# Generating Shakespearean Text Using a Character RNN

**Project from :
Geron, Aurelien."Chapter 16: Natural Language Processsing with RNNs and Attention".*Hands-On Machine Learning with Scikit-Learn, Keras & TensorFlow*,second edition, O'Reilly Media Inc,2019, 525-534.

A common approach to Neural Language Processing is using recurrent neural networks(RNN). To generate Shakespearean text we will use a Character RNN which is trained to predict the next character in a sentence. 

We will first build a **stateless RNN**, which learns on random portions of text at each iteration, without any information on the rest of the text. 

Then we will build a **stateful RNN** , which perserves the hidden state betweeen training iterations and continues reading where it left off. This allows it to learn longer patterns.

## Import Libraries

In [29]:
import tensorflow as tf
from tensorflow import keras

In [30]:
import pandas as pf
import numpy as np

### print versions

In [31]:
tf.__version__

'2.4.1'

In [32]:
keras.__version__

'2.4.0'

### Creating the Training Dataset

Download all of Shakespeare's work, using Keras's `get file()`

In [33]:
shakespeare_url = "https://raw.githubusercontent.com/karpathy/char-rnn/master/data/tinyshakespeare/input.txt" #shortcut URL
filepath = keras.utils.get_file("shakespeare.txt", shakespeare_url)
with open(filepath) as f:
        shakespeare_text = f.read()

In [34]:
print(shakespeare_text[:148])

First Citizen:
Before we proceed any further, hear me speak.

All:
Speak, speak.

First Citizen:
You are all resolved rather to die than to famish?



Encode every character as an integer. we will use `keras tokenizer class`.
We first fit tokenizer to text.

In [35]:
tokenizer = keras.preprocessing.text.Tokenizer(char_level=True)
tokenizer.fit_on_texts(shakespeare_text)

In [36]:
tokenizer.texts_to_sequences(["First"]);
tokenizer.sequences_to_texts([[20,6,9,8,3]])

['f i r s t']

In [37]:
max_id = len(tokenizer.word_index) # Number of distinct characters

In [38]:
dataset_size = tokenizer.document_count # total number of characters

encode full text so each character is represented by its ID (we subtract 1 to get IDs from 0 to 38, rather than from 1 to 39)

In [39]:
[encoded] = np.array(tokenizer.texts_to_sequences([shakespeare_text])) - 1

## How to split a Sequential Dataset

In [40]:
train_size = dataset_size * 90//100
dataset = tf.data.Dataset.from_tensor_slices(encoded[:train_size])
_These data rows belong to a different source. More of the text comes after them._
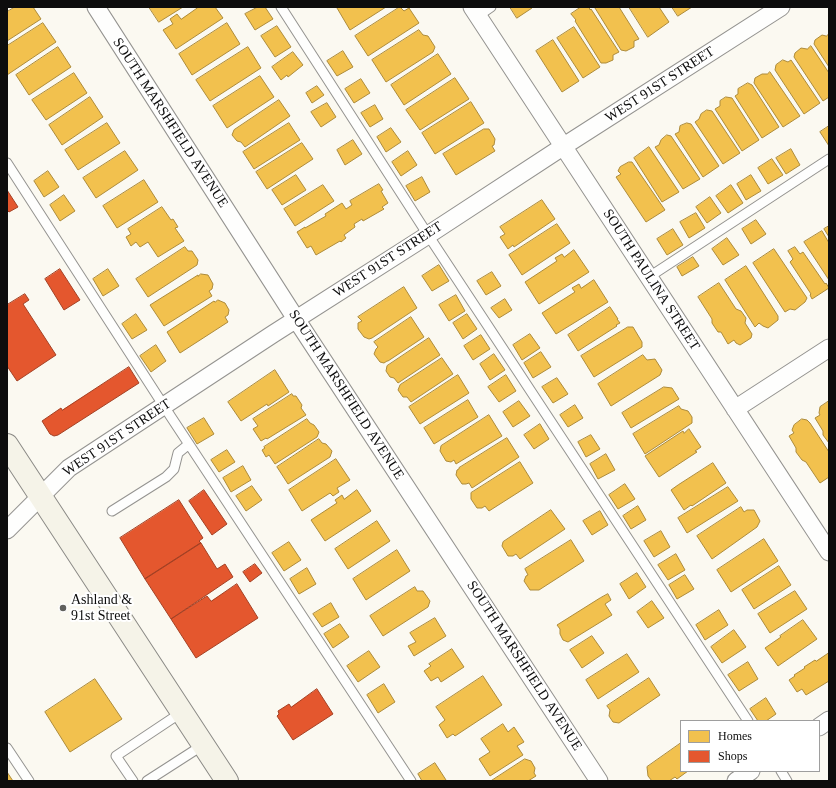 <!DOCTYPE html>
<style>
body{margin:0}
#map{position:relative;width:836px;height:788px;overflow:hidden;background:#fbf9f1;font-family:"Times New Roman",serif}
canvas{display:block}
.frame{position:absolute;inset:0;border:8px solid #0d0d0d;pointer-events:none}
.legend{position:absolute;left:680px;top:720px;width:140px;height:52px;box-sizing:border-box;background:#fff;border:1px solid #9e9e9e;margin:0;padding:5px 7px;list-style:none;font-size:12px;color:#0d0d0d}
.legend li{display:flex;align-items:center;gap:8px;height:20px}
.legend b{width:20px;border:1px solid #9e9e9e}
</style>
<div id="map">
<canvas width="836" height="788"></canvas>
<div class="frame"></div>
<ul class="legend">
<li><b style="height:11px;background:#f2c14e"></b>Homes</li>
<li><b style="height:11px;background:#e4572e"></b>Shops</li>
</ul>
</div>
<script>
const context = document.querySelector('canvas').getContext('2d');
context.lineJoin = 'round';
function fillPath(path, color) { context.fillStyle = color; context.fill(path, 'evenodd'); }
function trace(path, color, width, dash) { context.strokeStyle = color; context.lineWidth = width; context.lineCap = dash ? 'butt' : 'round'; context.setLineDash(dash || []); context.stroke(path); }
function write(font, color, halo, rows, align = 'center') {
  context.font = font + ' "Times New Roman",serif'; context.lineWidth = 4; context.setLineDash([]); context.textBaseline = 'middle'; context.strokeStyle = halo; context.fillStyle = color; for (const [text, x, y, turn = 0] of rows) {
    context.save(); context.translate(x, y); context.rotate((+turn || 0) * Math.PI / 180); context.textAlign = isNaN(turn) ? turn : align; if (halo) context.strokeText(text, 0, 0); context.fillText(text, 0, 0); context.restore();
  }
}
const homes = new Path2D(`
 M15 7H33L41 19 7 41V12Z
 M149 7H183L159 22Z
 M199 7H215L223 18 176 49 163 30 173 24 170 19 177 14 181 19Z
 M258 7H265L273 19 255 30 245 14Z
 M338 7H386L350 30 337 8Z
 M400 7 404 11 409 8 419 23 368 56 355 36Z
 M510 7H532V8L517 18Z
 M581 7H589L590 10 591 9 619 52 613 55V60L606 63H601L575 21 576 20 571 14Z
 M596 7H619L639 39 634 41V47L626 51 621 50 595 8Z
 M629 7H659L669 22 648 37Z
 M672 7H692L678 16Z
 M43 23 56 42 7 75V46Z
 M227 23 240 44 192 75 179 54Z
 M277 26 291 47 275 57 261 36Z
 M574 27 600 67 583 78 557 38Z
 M419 30 423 35 428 36 435 47 433 52 386 82 372 60Z
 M829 34V67L814 44 815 40 822 35 826 36Z
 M553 40 579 81 562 92 536 51Z
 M811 46 829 73V97L823 101 794 57 795 53 801 48 807 49Z
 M58 47 71 67 29 95 16 75Z
 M248 47 261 68 210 101 196 80Z
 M343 51 353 67 337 76 327 61Z
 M293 52 303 65 288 77 287 75 281 80 272 67Z
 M438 54 451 74 404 105 391 85Z
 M783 60 788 62 791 60 820 103 804 114 775 70 776 65Z
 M770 72 800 116 783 127 754 83 755 78 762 74H767Z
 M74 73 87 93 46 120 32 100Z
 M260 76 274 97 227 128 213 106Z
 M455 78 469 99 420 130 406 110Z
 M361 79 370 93 354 103 345 89Z
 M748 83 752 85 779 127 762 138 735 96 738 94V89Z
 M317 86 324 95 312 103 306 93Z
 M90 97 103 117 62 145 49 125Z
 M726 97 732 98 759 140 742 151 715 109 720 106V101Z
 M279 100 290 116 245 147 241 142 237 141 232 135 234 130Z
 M471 102 484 123 435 154 422 133Z
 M327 103 336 117 321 127 311 112Z
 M375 105 383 119 370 127 361 113Z
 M707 110 712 111 740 153 723 164 695 122 699 119 701 114Z
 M107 123 120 143 78 170 65 150Z
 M289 123 300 140 254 169 243 152Z
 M687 123 691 124 719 166 703 177 675 134 679 132 680 126Z
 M829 126V146L820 132Z
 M391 128 401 142 386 152 377 137Z
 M484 129H489L495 139 494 145 492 146 495 151 456 175 443 154Z
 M667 135 671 136 700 179 683 189 655 147 659 145 661 140Z
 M353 140 362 154 345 165 337 150Z
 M302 143 313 159 267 189 256 172Z
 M649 147 679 192 662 202 634 158Z
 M791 149 800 165 786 174 776 158Z
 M125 151 138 170 96 198 83 178Z
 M408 151 417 165 401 176 392 162Z
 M772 159 783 175 768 184 758 168Z
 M629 162H632L665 210 646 222 616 177 621 174 618 171 620 167Z
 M48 171 59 187 44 197 34 181Z
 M296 175 306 190 282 205 272 190Z
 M751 175 761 191 746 200 737 184Z
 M422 177 430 192 415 201 406 186Z
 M144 180 158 202 117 228 103 206Z
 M379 184 383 190 381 191 388 203 382 207 384 209 363 221 362 219 354 224 355 227 344 235 346 238 341 242 340 241 316 255 311 246 307 248 297 232 305 227V228L326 216 325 214 342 203 346 209 352 205 350 201Z
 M323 185 334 201 295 226 284 209Z
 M731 185 743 203 728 213 716 196Z
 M64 195 75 211 60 221 50 205Z
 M710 197 721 213 707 223 696 207Z
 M542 200 555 219 514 247 513 245 508 249 500 237 505 234 500 227Z
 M162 207 171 220 173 219 178 227 175 228 184 241 158 257 148 242 140 247 136 242 131 246 126 237 131 234 128 229Z
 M696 213 705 228 689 238 680 222Z
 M756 220 766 234 751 244 742 229Z
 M557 224 570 243 522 275 509 255Z
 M829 226V237L824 229Z
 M673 229 683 245 667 255 657 239Z
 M822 231 829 243V280L804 242Z
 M727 238 739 255 723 265 712 249Z
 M185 247 188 251H192L198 260 197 265 148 297 136 279Z
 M795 247 800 254 803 252 825 284 826 283 829 288 812 299 810 295 811 294 790 262 793 259 788 251Z
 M774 249 807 298 805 302 795 310 790 309 785 312 753 263Z
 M574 250 589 272 539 304 525 282 557 261 555 258 562 254 564 257Z
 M693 257 699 266 682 276 677 267Z
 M439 265 449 281 432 291 422 276Z
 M746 266 778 316V320L768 328 763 326 759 323 755 327 725 280Z
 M108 269 119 286 103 296 93 279Z
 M492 272 501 286 486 295 477 281Z
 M201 274 208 275 213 284 212 289 209 291 212 296 164 326 150 305 198 275V276Z
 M594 280 608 302 556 334 542 313 575 292 572 288 579 284 581 288Z
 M719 283 736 309 741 311 746 318 745 323 752 334 751 338 740 345 736 343 734 340 728 344 721 332H718L712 323V319L698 297Z
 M404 287 417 308 372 338 369 339 364 337 358 329V323L362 321 358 317Z
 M456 295 465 311 449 321 439 305Z
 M505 299 512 310 499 318 491 308Z
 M218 300 225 303 229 310 228 315 225 317 228 322 180 353 167 332 214 301 215 302Z
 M610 307 618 319H617L620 323 616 325 617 326 578 351 568 335Z
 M136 314 147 330 132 339 122 324Z
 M467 314 477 329 463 339 453 323Z
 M411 317 424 337 388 361H387L384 363 380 362 374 354 376 349 378 347 374 342Z
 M628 327H633L642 342V347L594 377 581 356Z
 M530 334 540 348 522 360 513 345Z
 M481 335 490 349 473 360 464 346Z
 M429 338 440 355 398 383 394 378 390 377 386 371 387 366Z
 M156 345 166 361 151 372 140 356Z
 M541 352 551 367 533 378 524 363Z
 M494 354 505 370 490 380 480 364Z
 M643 355 647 360 655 359 662 370 660 375 611 406 598 384Z
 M442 358 453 374 411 402 407 397H403L398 390 400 385Z
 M275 370 289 392 268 406 267 404 241 421 228 402Z
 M458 375 469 393 420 424 409 407Z
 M506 375 516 391 499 402 488 387Z
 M557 378 568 394 553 403 542 387Z
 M664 387 672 388 679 399 631 428 622 413Z
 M292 394 293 396H296L302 405 301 408 306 415 267 439 266 438 261 441 253 429 258 426 253 419Z
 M468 400 478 417 434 444 424 428Z
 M519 401 530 416 513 427 503 412Z
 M829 401V443L823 435V431L815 418 820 415 819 413 820 407Z
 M575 405 583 418 568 427 560 415Z
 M679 406 681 409 688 411 692 417V423L645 454 633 434Z
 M489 415 502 436 456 464 454 460 451 462 446 461 440 451 441 446Z
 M204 418 214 434 197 444 187 428Z
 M307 419 310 423 314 425 319 432 317 437 275 464 269 455 266 457 262 450 265 448 264 447Z
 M802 419 807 420 810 423 829 452V477L820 483 806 462 802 460 796 452V448L789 436 794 433 792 430 794 425Z
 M540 424 549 439 534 449 524 435Z
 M689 429 701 447 695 451 697 452 659 477 645 456 683 431 684 433Z
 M591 435 600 449 586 457 578 442Z
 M507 438 519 457 472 488 469 483 466 484H462L456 475 457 470 459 469V468Z
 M319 439 322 443 326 444 332 451 330 457 288 484 277 467Z
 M227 450 235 462 219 472 211 460Z
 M606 454 615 470 598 479 590 464Z
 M336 459 350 480 337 488 339 492 333 496 330 493 302 511 289 490Z
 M520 462 533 483 489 511 485 506 482 508H477L471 499V493Z
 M713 463 726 483 692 506 691 505 684 510 671 490 678 485Z
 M243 466 251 480 231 492 223 478Z
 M625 484 635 499 618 509 609 495Z
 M252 486 262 500 246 511 236 496Z
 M728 487 738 501 687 533 678 518Z
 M357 490 371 511 325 541 311 520 337 503 335 500 342 495 344 499Z
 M638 506 646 520 631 529 623 516Z
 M741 507 744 512 747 510H754L760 521 757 527 712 559 697 536Z
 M551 510 565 529 520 559 516 554 513 556H508L502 546 503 542Z
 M600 511 608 525 592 535 583 521Z
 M377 521 390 541 348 569 335 549Z
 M661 531 670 547 654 557 644 541Z
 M764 539 778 561 731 592 717 570Z
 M571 540 584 561 539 590H530L524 581 526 576 528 575 525 569Z
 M289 542 301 560 284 571 272 553Z
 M397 550 410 571 366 600 353 579Z
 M676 554 685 570 668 580 658 565Z
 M779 566 791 585 754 609 742 590Z
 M307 568 316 584 299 594 290 579Z
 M637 573 646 587 629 599 620 584Z
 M685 575 694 589 677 599 669 585Z
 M415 587 417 591H423L430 601 428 607 383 636 370 616Z
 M795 591 807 609 770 633 758 614Z
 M608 594 611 600 605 604 612 615 568 642 563 640 560 634V629L557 625 600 598Z
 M652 601 664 618 648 628 637 612Z
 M331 603 339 617 322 627 313 614Z
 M719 610 728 625 705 640 696 625Z
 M435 618 446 636 414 656 408 646 416 642 410 633Z
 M803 620 817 639 778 666 765 648 781 637 780 636Z
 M340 624 349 637 333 648 324 634Z
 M734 630 746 647 722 663 711 647Z
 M592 636 604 653 582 668 570 650Z
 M452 649 464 667 441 682 438 677 431 681 424 671 431 666 429 664Z
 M369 651 380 667 358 682 347 666Z
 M829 653V681L806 695 802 689 797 692 789 680 795 676 794 675 805 668 804 667 815 660 816 661Z
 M627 654 639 672 598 699 586 680Z
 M748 662 758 679 739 691 728 675Z
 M483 676 502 705 455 736 453 734 447 738 439 725 445 720 436 707Z
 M649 678 660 695 619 723 613 722 609 716 610 710 607 706Z
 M95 679 122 719 70 752 45 712Z
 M384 684 395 702 378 713 367 695Z
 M766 698 776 714 766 721H758L750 709Z
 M503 724 508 732 514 727 524 742 517 746 523 755 490 776 479 759 490 752 481 739Z
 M681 743V771H688L677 779 675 777 669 781H652L648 776 647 767Z
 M525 759 531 761 535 768 534 773 536 776 528 781H491Z
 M435 763 446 780 445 781H422L418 774Z
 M7 772 13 781H7Z`);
fillPath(homes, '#f2c14e');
trace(homes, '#ad8b3a', 1);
const shops = new Path2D(`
 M7 190 18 207 9 212 7 210Z
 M60 269 80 300 64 310 45 279Z
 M25 294 29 300 23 304 56 355 17 381 7 366V305Z
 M129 367 139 383 58 435 54 436 50 434 42 421 61 408 62 410Z
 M204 490 227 524 212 535 189 501Z
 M179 500 203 538 199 541 201 543 145 579 120 538Z
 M201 543 217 569 225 564 233 577 171 619 145 579Z
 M255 564 262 573 250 582 243 572Z
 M237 584 258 618 196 658 171 619 207 596 211 601Z
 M317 689 333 714 293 740 277 716 279 714 278 711 289 704 291 707Z`);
fillPath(shops, '#e4572e');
trace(shops, '#a44124', 1);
const lane = new Path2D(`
 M281 7 428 235 748 721
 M478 16 491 7
 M7 163 171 417 411 781
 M649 277 829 159
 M112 511 166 477 174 469 178 453 189 444
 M7 748 29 781
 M781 771 787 781
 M133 781 116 756 182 712
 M147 781 203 745`);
const street = new Path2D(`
 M96 7 296 319 599 781
 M472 7 829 552
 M735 409 829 348
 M7 530 69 468 273 334 428 235 564 146 781 7
 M819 727 829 720
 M736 781 751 771`);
const secondary = new Path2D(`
 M7 445 227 781`);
trace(lane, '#949390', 11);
trace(street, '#949390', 19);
trace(secondary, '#8b8a86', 24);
trace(lane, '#fefefd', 9);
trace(street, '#fefefd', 17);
trace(secondary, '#f5f3e8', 22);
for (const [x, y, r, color] of [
 [63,608,4,"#60605d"]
]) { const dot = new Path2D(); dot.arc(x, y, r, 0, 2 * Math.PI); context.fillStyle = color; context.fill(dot); trace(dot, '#fff', 1.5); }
write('14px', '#0d0d0d', '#fff', [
 ["WEST 91ST STREET",660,85,-33],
 ["SOUTH MARSHFIELD AVENUE",170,123,57],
 ["WEST 91ST STREET",388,260,-33],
 ["SOUTH PAULINA STREET",651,280,57],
 ["SOUTH MARSHFIELD AVENUE",346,395,57],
 ["WEST 91ST STREET",117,438,-34],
 ["SOUTH MARSHFIELD AVENUE",524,666,57]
]);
write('14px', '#0d0d0d', '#fff', [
 ["Ashland &",71,600],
 ["91st Street",71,616]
], 'left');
</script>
## Chopping the Sequential Dataset into Multiple Windows

We will use the dataset's `window()`. This method will be used to conver the very long sequence of characters into many smaller windows of text.  Currently the training set consists of a single sequence of over a million characters. 

In [41]:
n_steps = 100
window_length = n_steps + 1 #target = input shifted 1 character ahead
dataset = dataset.repeat().window(window_length, shift=1, drop_remainder=True)

The `window()` method creates a dataset that contains windows, each of which is also represented as a dataset. It's a *nested  dataset*.

We can not use a nested dataset directly for training. Our model expects tensor's as input, not datasets.

This is where `flat_map()` method comes in.  It converts a nested dataset into a *flat* dataset(one that does not contain datasets).

In [42]:
dataset = dataset.flat_map(lambda window: window.batch(window_length))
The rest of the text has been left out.